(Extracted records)
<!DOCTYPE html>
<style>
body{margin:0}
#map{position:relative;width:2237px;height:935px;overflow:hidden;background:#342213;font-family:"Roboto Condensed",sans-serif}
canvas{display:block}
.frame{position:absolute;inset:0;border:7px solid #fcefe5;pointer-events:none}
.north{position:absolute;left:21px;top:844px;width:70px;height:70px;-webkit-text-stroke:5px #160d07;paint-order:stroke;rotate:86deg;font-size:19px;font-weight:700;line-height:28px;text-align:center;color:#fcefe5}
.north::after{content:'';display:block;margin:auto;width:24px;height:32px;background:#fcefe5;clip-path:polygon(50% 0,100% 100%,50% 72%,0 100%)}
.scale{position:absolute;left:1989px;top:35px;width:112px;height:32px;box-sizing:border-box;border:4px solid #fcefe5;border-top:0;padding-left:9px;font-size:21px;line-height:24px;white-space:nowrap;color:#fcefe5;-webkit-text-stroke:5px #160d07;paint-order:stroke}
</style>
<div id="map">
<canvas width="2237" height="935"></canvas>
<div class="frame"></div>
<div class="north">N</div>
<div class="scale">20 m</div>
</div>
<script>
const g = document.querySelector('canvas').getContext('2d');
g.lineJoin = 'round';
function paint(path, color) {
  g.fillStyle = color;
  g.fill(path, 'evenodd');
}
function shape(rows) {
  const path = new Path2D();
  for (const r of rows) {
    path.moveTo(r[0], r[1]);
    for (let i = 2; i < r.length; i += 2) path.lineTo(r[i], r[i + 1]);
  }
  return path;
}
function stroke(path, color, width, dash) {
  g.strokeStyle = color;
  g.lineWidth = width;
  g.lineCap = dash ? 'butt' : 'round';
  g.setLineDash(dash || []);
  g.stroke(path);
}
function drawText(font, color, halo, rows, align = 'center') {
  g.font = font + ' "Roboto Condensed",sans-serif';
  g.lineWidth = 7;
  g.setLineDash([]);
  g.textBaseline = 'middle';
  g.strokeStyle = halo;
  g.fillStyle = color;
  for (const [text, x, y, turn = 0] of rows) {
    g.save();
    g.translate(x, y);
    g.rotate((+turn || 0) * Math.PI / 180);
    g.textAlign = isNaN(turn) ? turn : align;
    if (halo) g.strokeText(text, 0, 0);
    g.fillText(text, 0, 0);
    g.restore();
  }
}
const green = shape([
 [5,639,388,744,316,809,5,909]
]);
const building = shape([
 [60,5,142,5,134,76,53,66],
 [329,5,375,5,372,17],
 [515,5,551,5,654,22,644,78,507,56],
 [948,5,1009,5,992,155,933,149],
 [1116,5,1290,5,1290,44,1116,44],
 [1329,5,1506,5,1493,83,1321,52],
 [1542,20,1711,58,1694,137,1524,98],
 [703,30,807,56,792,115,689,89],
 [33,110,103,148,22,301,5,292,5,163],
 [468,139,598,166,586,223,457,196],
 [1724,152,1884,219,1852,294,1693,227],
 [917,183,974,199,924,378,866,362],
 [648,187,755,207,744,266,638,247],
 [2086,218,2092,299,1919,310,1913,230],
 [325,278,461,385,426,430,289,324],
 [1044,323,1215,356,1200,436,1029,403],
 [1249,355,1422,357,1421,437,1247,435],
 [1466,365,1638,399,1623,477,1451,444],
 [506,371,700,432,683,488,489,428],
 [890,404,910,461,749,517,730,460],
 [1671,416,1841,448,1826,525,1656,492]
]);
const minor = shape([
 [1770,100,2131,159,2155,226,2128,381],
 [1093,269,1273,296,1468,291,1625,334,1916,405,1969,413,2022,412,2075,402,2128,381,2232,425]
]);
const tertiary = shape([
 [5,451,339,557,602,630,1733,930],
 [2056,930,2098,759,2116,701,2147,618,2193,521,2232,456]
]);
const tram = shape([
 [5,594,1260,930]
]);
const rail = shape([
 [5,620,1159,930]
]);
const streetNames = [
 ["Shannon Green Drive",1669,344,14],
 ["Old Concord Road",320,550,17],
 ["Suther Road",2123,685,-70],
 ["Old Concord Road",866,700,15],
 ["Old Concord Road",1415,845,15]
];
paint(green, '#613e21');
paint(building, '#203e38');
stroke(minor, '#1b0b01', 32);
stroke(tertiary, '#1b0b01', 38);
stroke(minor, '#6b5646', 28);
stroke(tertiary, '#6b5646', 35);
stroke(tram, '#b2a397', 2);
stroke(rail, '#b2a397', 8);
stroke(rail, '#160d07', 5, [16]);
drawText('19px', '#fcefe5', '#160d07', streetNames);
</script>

Task instructions: From the data, pick out every line that includes "path".

Solution to the problem:
.north::after{content:'';display:block;margin:auto;width:24px;height:32px;background:#fcefe5;clip-path:polygon(50% 0,100% 100%,50% 72%,0 100%)}
function paint(path, color) {
  g.fill(path, 'evenodd');
  const path = new Path2D();
    path.moveTo(r[0], r[1]);
    for (let i = 2; i < r.length; i += 2) path.lineTo(r[i], r[i + 1]);
  return path;
function stroke(path, color, width, dash) {
  g.stroke(path);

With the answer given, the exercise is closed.